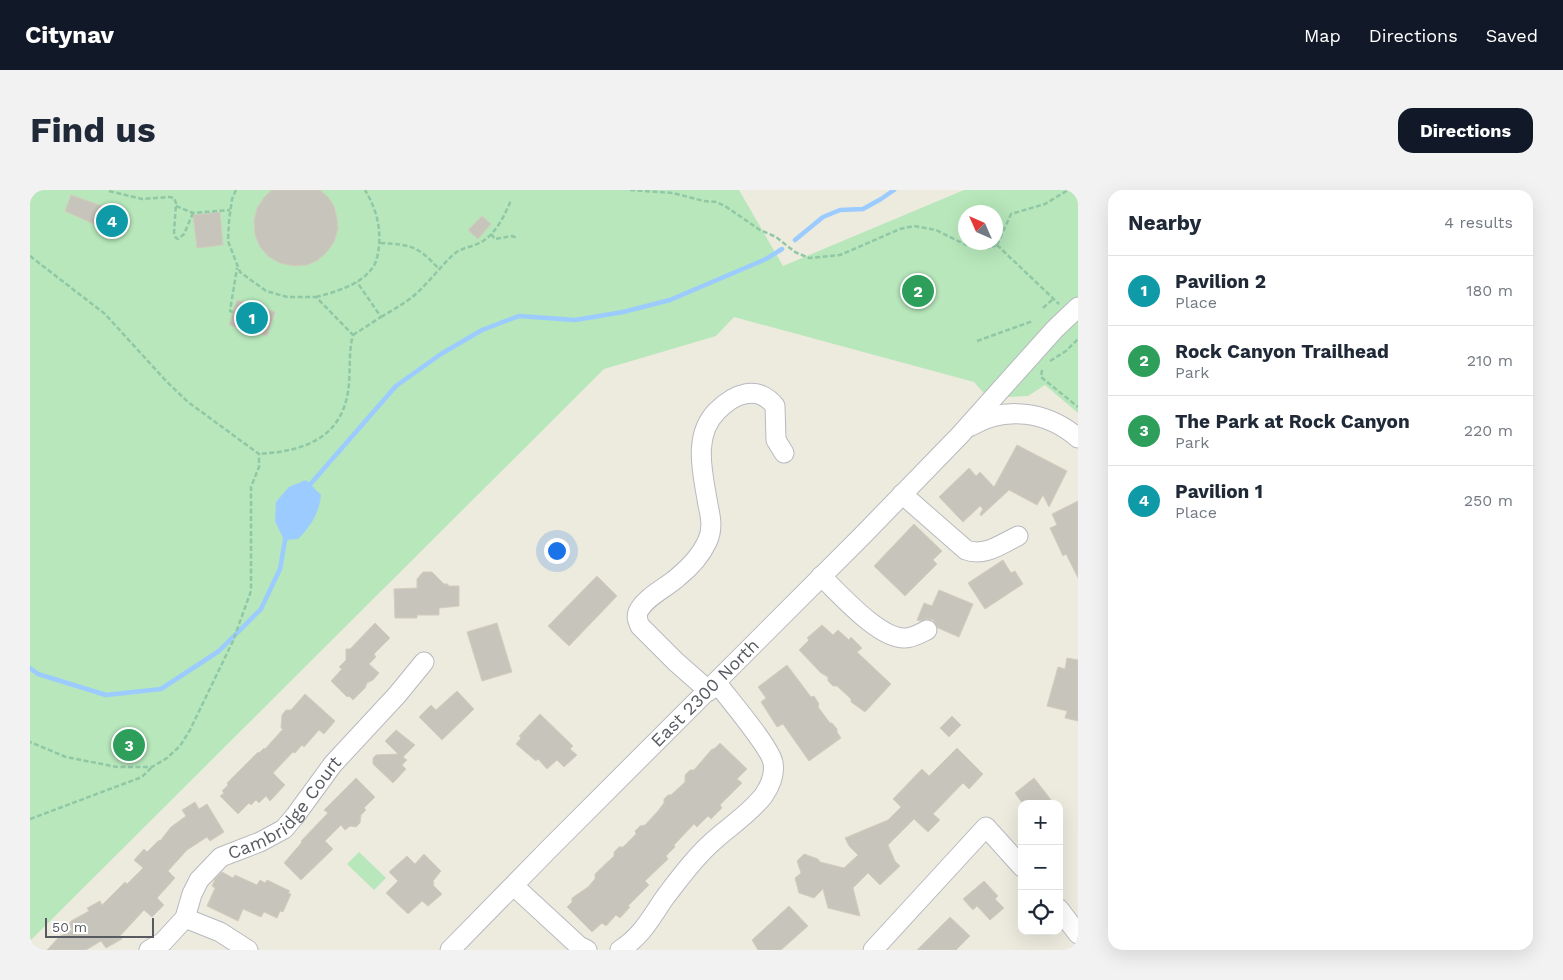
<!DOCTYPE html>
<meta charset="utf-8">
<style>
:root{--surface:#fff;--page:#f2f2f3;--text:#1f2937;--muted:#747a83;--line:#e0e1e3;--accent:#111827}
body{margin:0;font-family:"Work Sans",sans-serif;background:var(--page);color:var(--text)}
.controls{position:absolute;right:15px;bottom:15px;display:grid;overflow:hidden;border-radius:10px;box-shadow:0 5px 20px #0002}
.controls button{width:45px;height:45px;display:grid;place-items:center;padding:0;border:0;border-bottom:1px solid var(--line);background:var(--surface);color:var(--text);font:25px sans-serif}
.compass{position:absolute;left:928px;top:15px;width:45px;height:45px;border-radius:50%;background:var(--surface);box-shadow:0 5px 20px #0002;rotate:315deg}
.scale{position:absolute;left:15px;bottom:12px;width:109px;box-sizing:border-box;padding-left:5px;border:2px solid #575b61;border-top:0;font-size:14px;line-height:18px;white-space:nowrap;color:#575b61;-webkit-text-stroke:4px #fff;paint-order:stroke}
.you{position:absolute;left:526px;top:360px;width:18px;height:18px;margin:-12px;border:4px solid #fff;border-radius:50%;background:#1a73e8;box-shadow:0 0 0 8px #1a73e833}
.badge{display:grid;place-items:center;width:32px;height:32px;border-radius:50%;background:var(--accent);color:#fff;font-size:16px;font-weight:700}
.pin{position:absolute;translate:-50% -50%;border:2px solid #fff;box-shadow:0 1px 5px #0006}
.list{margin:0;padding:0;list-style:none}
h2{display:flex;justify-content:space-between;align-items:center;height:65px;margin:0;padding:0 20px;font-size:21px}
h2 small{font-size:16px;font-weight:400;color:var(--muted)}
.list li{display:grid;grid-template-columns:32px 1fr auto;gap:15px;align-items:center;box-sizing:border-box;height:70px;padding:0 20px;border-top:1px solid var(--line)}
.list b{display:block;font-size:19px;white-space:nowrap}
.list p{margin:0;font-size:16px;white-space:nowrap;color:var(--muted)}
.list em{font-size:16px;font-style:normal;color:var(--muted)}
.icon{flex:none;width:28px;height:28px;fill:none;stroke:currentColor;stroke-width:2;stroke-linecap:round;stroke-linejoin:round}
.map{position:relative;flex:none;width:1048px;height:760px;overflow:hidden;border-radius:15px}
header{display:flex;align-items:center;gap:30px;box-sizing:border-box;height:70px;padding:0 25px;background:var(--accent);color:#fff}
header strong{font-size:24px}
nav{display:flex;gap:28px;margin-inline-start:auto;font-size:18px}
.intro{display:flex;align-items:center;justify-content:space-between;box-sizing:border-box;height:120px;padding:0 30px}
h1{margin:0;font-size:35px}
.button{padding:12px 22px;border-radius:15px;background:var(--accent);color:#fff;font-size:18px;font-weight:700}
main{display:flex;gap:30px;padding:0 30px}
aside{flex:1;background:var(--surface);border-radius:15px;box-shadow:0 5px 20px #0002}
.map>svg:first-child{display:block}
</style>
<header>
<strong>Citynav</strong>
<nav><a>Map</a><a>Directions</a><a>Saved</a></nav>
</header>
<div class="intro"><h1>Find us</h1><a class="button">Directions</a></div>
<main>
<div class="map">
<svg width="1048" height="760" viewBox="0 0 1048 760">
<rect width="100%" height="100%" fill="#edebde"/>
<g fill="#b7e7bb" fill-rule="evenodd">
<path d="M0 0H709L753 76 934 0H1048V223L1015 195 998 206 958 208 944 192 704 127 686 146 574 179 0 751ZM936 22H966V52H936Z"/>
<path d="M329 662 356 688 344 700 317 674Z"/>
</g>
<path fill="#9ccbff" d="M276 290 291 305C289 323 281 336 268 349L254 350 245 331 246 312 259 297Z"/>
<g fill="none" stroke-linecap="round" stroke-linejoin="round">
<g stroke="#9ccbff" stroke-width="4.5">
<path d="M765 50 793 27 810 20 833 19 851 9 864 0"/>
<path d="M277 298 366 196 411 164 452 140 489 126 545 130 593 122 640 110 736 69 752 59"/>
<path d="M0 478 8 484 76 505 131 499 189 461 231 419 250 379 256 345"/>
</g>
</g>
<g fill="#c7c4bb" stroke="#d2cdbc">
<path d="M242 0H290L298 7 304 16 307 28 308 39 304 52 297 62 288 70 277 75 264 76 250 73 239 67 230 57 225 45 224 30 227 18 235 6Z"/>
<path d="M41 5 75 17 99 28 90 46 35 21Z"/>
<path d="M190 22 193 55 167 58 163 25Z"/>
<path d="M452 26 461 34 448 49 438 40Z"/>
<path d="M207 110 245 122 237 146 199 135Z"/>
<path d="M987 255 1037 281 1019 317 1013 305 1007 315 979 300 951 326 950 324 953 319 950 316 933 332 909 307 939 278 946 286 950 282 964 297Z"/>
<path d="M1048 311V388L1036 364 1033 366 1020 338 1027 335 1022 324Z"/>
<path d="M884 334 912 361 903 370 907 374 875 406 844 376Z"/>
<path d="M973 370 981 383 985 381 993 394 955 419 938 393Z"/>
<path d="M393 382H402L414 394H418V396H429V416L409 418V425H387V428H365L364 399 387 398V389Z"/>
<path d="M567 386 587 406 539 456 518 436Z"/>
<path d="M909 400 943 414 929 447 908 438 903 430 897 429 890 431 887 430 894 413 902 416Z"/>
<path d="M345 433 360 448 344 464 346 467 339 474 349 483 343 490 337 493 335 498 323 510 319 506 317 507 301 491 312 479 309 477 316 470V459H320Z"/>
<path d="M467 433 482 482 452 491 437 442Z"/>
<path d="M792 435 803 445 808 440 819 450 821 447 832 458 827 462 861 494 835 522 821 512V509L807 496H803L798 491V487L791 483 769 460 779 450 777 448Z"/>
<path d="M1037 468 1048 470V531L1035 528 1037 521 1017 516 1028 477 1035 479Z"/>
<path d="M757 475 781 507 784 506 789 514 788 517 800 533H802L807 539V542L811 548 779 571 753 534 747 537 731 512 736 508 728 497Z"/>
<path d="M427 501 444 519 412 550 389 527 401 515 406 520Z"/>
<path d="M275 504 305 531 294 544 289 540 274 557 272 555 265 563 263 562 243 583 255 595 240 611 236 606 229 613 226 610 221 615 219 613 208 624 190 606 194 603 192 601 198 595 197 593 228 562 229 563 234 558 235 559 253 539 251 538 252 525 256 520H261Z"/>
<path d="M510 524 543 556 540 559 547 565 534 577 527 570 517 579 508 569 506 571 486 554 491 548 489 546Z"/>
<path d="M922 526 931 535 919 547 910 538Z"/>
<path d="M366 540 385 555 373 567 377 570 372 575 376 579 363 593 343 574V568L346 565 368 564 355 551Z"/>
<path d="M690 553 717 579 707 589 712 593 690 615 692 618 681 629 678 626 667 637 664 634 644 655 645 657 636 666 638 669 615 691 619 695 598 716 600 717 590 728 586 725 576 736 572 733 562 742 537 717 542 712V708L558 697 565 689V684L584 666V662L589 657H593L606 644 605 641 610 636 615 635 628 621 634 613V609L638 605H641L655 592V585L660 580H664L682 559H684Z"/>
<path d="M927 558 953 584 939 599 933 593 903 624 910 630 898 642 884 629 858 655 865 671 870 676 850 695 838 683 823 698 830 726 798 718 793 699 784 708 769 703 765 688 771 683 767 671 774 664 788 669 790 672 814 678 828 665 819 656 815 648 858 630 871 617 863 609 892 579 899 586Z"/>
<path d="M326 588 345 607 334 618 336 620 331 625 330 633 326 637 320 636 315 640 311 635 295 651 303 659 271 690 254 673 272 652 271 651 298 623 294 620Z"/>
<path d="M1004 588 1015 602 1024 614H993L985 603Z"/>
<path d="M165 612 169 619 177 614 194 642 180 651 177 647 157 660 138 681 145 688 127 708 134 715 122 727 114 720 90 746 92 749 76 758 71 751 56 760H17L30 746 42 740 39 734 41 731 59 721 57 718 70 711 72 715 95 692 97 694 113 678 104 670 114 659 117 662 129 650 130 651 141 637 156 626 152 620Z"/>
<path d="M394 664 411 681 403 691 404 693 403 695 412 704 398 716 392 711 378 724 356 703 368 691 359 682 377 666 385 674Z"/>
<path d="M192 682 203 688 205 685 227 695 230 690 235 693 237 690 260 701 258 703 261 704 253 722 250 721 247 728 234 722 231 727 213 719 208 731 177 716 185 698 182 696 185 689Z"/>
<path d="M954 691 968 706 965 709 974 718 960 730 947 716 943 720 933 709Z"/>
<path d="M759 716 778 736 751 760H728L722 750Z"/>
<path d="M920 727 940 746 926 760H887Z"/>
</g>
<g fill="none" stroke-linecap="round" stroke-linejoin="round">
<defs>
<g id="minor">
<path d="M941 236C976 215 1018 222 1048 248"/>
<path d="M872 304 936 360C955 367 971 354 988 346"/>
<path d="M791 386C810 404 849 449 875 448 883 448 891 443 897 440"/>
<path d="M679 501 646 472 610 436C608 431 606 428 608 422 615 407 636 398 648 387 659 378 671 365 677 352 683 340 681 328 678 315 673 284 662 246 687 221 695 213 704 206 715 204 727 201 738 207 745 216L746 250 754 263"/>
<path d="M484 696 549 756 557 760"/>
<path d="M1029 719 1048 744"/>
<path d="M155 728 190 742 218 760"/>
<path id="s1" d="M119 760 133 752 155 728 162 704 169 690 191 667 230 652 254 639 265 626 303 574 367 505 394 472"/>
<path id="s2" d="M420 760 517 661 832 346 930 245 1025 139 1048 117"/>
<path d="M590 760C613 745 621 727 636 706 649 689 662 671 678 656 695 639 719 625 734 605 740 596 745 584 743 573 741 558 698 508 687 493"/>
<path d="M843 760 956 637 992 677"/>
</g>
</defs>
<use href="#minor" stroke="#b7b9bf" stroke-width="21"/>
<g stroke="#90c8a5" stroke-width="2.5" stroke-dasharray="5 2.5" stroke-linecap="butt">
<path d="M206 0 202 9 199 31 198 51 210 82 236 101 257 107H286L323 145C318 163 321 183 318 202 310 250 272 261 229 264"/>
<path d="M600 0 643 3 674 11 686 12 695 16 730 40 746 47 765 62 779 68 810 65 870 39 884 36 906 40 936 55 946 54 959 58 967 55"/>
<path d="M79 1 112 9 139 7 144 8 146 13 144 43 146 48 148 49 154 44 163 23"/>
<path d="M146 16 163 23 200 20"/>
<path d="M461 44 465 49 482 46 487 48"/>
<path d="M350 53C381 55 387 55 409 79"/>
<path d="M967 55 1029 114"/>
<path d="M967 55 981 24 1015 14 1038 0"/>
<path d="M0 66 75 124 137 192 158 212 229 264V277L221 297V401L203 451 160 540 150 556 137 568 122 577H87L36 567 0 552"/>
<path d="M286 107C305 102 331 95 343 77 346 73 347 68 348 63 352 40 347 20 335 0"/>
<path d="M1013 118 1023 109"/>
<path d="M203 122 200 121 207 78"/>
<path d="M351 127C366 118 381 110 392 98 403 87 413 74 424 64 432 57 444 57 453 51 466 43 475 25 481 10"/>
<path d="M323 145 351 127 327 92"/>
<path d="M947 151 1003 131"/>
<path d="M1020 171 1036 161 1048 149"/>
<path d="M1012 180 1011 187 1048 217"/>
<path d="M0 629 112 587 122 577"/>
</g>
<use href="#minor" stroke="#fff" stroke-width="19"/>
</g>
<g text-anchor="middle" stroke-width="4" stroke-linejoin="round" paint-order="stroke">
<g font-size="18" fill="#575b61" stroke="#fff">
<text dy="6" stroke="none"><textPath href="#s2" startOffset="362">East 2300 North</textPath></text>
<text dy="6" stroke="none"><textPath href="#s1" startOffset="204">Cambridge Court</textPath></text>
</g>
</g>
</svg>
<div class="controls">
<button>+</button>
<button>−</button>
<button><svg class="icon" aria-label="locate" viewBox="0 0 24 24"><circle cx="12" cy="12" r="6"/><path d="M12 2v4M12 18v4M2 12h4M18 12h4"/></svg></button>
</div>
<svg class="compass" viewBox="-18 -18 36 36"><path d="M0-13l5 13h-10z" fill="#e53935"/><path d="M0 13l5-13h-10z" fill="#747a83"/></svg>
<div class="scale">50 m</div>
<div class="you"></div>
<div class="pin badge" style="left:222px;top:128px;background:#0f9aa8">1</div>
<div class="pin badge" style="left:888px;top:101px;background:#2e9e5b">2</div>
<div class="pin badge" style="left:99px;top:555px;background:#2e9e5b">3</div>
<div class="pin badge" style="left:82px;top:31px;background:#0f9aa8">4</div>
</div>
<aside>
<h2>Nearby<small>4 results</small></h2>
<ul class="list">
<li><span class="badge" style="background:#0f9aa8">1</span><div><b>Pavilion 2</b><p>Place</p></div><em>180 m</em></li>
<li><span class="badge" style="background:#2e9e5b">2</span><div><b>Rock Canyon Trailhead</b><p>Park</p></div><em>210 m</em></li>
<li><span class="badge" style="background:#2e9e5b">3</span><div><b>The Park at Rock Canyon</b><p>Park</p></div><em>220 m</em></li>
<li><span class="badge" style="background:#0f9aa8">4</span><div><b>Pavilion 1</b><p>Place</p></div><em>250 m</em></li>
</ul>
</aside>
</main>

- _EXERCISE PROMPT_: From the records above, return each line where "absolute" occurs.

- _EXERCISE SOLUTION_:
.controls{position:absolute;right:15px;bottom:15px;display:grid;overflow:hidden;border-radius:10px;box-shadow:0 5px 20px #0002}
.compass{position:absolute;left:928px;top:15px;width:45px;height:45px;border-radius:50%;background:var(--surface);box-shadow:0 5px 20px #0002;rotate:315deg}
.scale{position:absolute;left:15px;bottom:12px;width:109px;box-sizing:border-box;padding-left:5px;border:2px solid #575b61;border-top:0;font-size:14px;line-height:18px;white-space:nowrap;color:#575b61;-webkit-text-stroke:4px #fff;paint-order:stroke}
.you{position:absolute;left:526px;top:360px;width:18px;height:18px;margin:-12px;border:4px solid #fff;border-radius:50%;background:#1a73e8;box-shadow:0 0 0 8px #1a73e833}
.pin{position:absolute;translate:-50% -50%;border:2px solid #fff;box-shadow:0 1px 5px #0006}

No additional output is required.